Hello Magnus, I need help: I am using your tool in order to create some tables that are useful for controlling the properties on some items (see here). There's a problem: I just cannot get the qualifier for a given item. For example, as you can see, I am trying to extract the value P585 from the property P1352 for each item that is entity of "rugby union women's national team", but the column is blank and just don't know how to get it. Can you give me any hint please? thanks in advance, best regards.
Wikicite? and SourceMD?
Hi! Sorry, I won't be in SF. That said, I'm always happy to talk about new/improved tools, time permitting. "new_resolve_authors" is a crude solution to a real problem, but I'm not sure the codebase should be continued; rather, I'd like to see a different setup, based on better clustering. Also, ideally, a bot that, in the background, creates new high-confidence author items, and changes the statements in the publications accordingly. Having access to high-quality author databases other than ORCID would be a boon.
I don't think there's anything that compares to ORCID (VIAF and ISNI have some records for scholarly authors, but very incomplete from what I've seen). I expect there are internal publisher databases that have more useful data (like author email addresses) but I don't know how we get at those. The problem I'd like to address is handling authors from before ORCID existed, or who have never engaged with ORCID (and may now be deceased). I'd like to facilitate human curation, not sure if we're ready for bots to do this. My idea was related to just adding some simple features to help with deciding on what papers are associated with an author: I believe your tool right now looks at names of coauthors - which is actually a good start. I'd like to add in journal title, publication date, possibly citations and affiliations where we have any data on that.
The way I was thinking of proceeding was to clone the "new_resolve_authors" piece, edit it to just spit out a list of Quickstatements that can be run separately (rather than directly feeding it to the bot), and then try to recruit some people to test it and figure out ways to make it work better... Does that seem sensible? I guess I'll report back on how it goes...
Journal title etc. would work, especially for authors with "common" names, but it will miss out on some authorships (e.g. someone had a kitchen chat with you and puts you on their paper in some completely unrelated discipline/journal).
One reason I don't just start up QuickStatements myself is that after author item creation, the QID of that new item needs to be used as a value for the author statement changes. Theoretically that should work using the LAST keyword, but I'm not quite sure that works...
One could create the author item internally, and then run the rest in QuickStatements. Assuming there are no two identically named authors on that paper ;-)

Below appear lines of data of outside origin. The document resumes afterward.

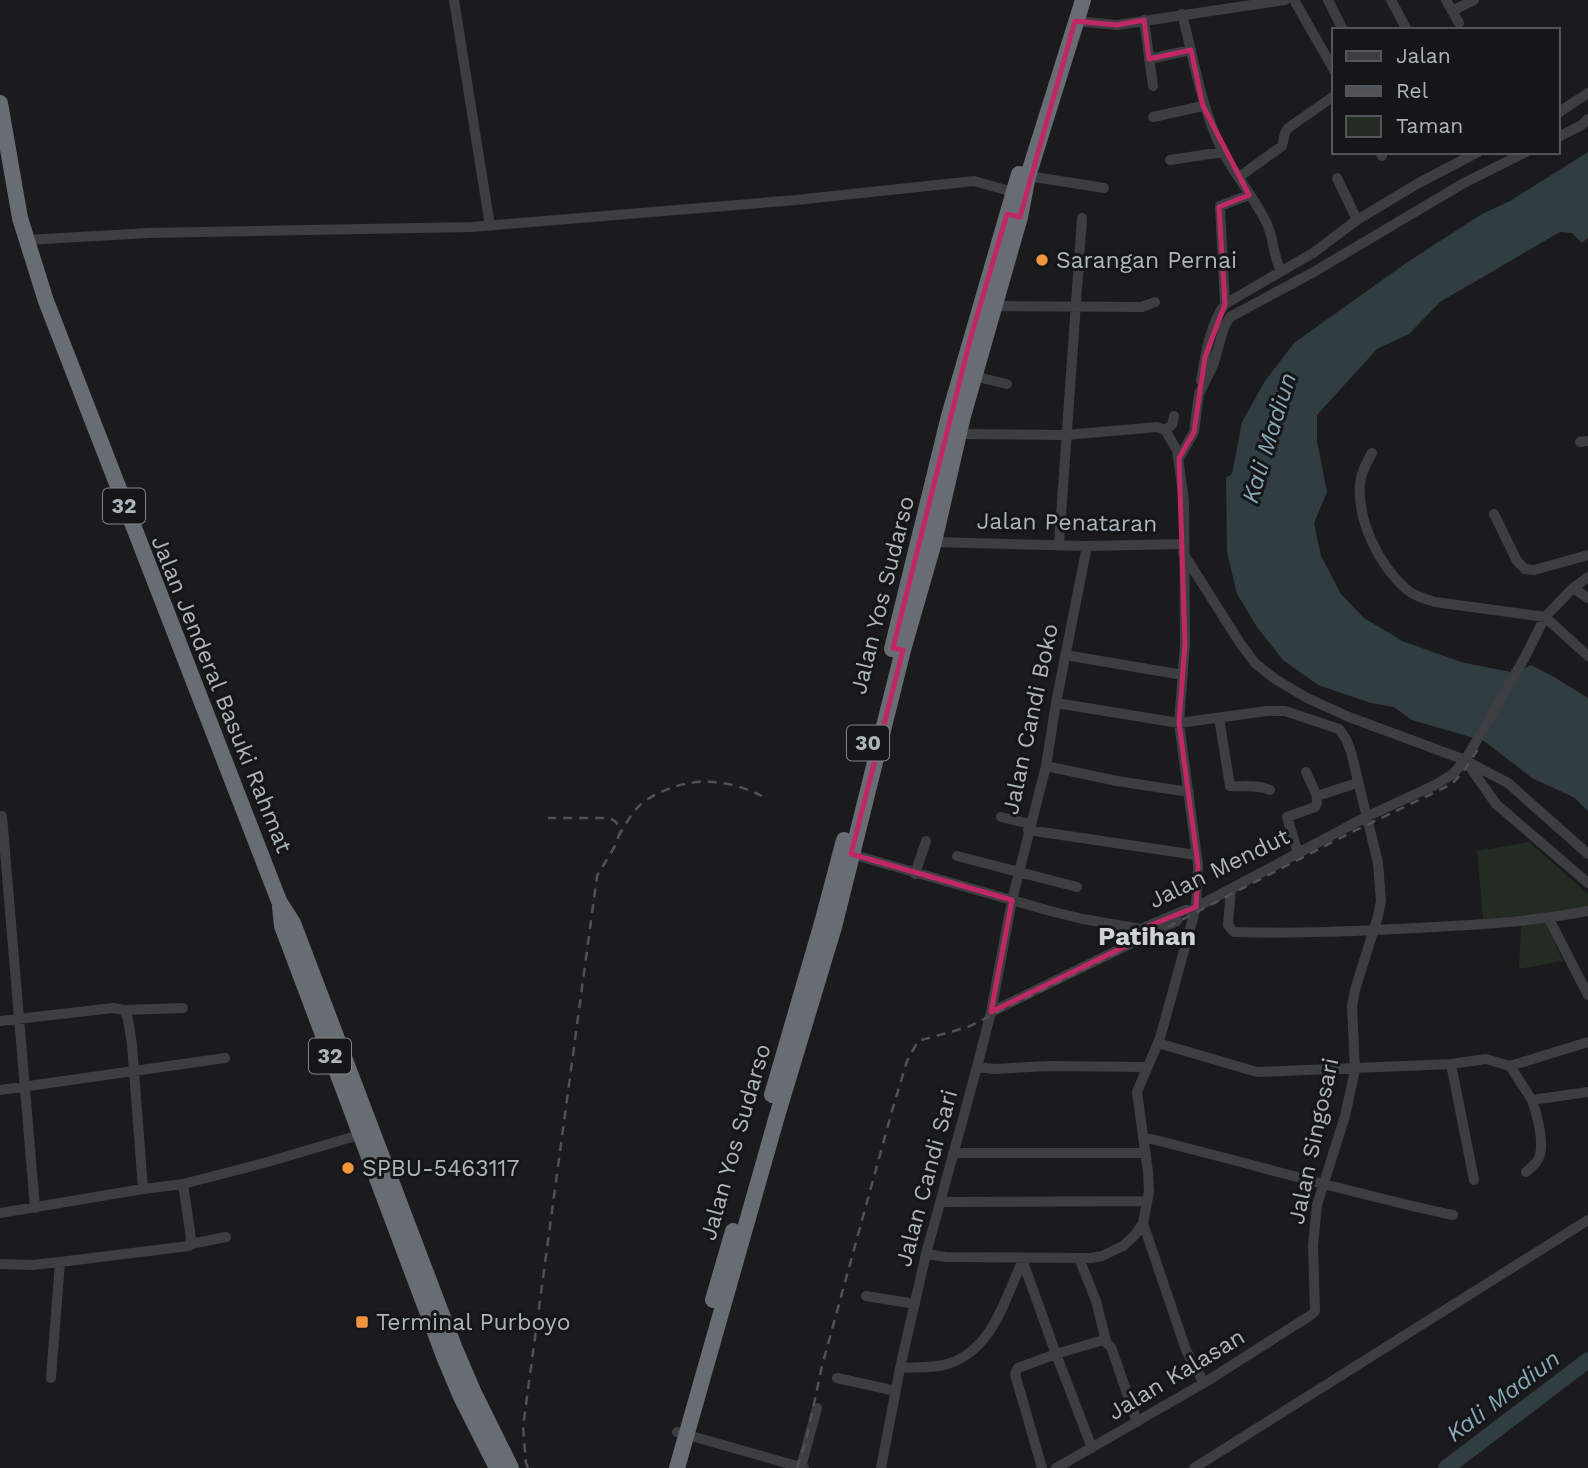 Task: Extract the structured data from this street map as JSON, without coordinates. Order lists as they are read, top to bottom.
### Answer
{
  "streets": {
    "highway": [
      "32",
      "Jalan Yos Sudarso",
      "Jalan Jenderal Basuki Rahmat",
      "30"
    ],
    "street": [
      "Jalan Penataran",
      "Jalan Candi Boko",
      "Jalan Mendut",
      "Jalan Singosari",
      "Jalan Candi Sari",
      "Jalan Kalasan"
    ]
  },
  "crossings": [
    ["Jalan Penataran", "Jalan Yos Sudarso"],
    ["Jalan Penataran", "Jalan Candi Boko"],
    ["Jalan Penataran", "Jalan Mendut"],
    ["Jalan Yos Sudarso", "Jalan Mendut"],
    ["Jalan Candi Boko", "Jalan Mendut"],
    ["Jalan Candi Boko", "Jalan Candi Sari"],
    ["Jalan Mendut", "Jalan Singosari"],
    ["Jalan Mendut", "Jalan Candi Sari"],
    ["Jalan Singosari", "Jalan Kalasan"]
  ],
  "districts": ["Patihan"],
  "water": ["Kali Madiun"],
  "places": {
    "other": ["Sarangan Pernai", "SPBU-5463117"],
    "transit": ["Terminal Purboyo"]
  },
  "legend": ["Jalan", "Rel", "Taman"]
}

Something that could improve "tasking" people with this could be to pre-generate likely candidates in a separate database, which would allow for quick serving of a set to work on.
Some heuristics relating to name frequency might also help... Anyway, good suggestions, thanks!
First stab at this up here: https://tools.wmflabs.org/author-disambiguator/ and https://github.com/arthurpsmith/author-disambiguator/ - not really expecting you to do anything on this, just to keep you informed! Thanks. I am aware some things are broken, but there's some basic functionality which works so... good!
Nice! I tried it with myself, and even found a paper where I'm "just" string author. QS statement to add the P50 was generated correctly.
- This needs an additional QS command to remove the string author
- If the string author contains a reference (some do), that reference needs to be added to the P50 statement before removing the string author, otherwise people will start yelling at you (guess how I know that?)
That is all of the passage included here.